■ Stored data:
##############################
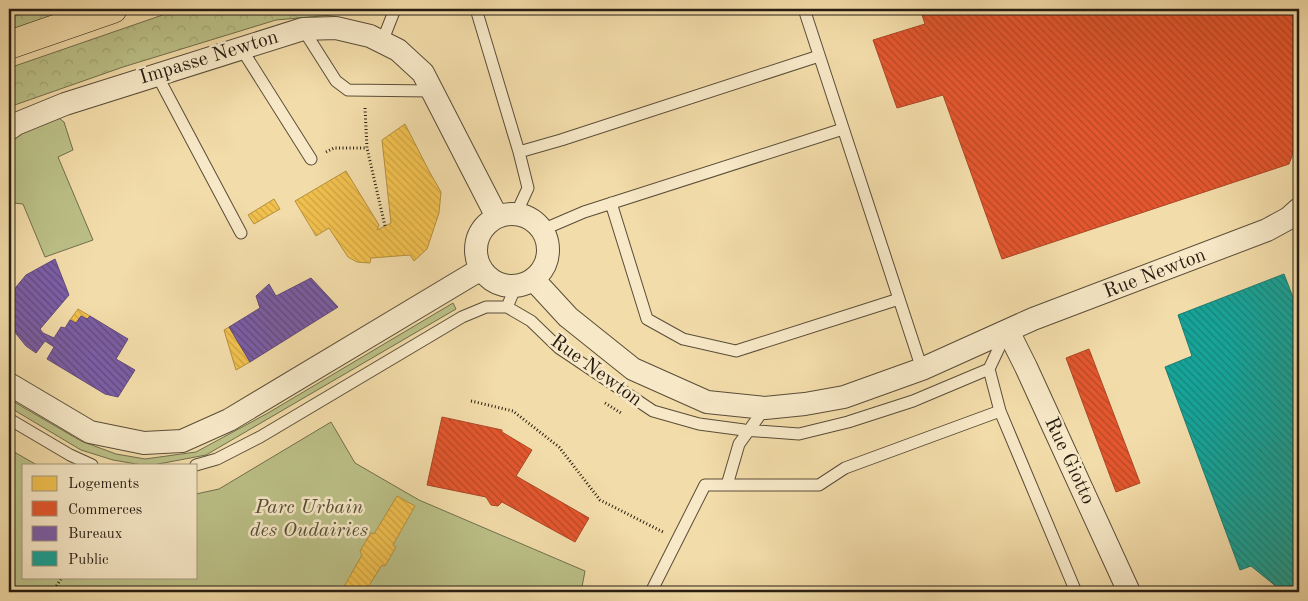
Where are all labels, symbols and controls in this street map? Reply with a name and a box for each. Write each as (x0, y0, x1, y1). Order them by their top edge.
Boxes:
street label: Impasse Newton (137, 27, 281, 89)
street label: Rue Newton (1101, 245, 1209, 303)
street label: Rue Newton (547, 331, 646, 411)
street label: Rue Giotto (1040, 414, 1098, 508)
legend (22, 464, 198, 578)
text: Logements (68, 477, 139, 492)
park label: Parc Urbain des Oudairies (250, 498, 368, 541)
text: Commerces (68, 503, 142, 518)
text: Bureaux (68, 527, 123, 542)
text: Public (68, 553, 109, 568)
##############################
All of the records should be output exactly as they stand, with pictures omitted.

Where are all labels, symbols and controls in this street map? Reply with a name and a box for each. Write each as (x0, y0, x1, y1). Order them by their top edge.
Boxes:
street label: Impasse Newton (137, 27, 281, 89)
street label: Rue Newton (1101, 245, 1209, 303)
street label: Rue Newton (547, 331, 646, 411)
street label: Rue Giotto (1040, 414, 1098, 508)
legend (22, 464, 198, 578)
text: Logements (68, 477, 139, 492)
park label: Parc Urbain des Oudairies (250, 498, 368, 541)
text: Commerces (68, 503, 142, 518)
text: Bureaux (68, 527, 123, 542)
text: Public (68, 553, 109, 568)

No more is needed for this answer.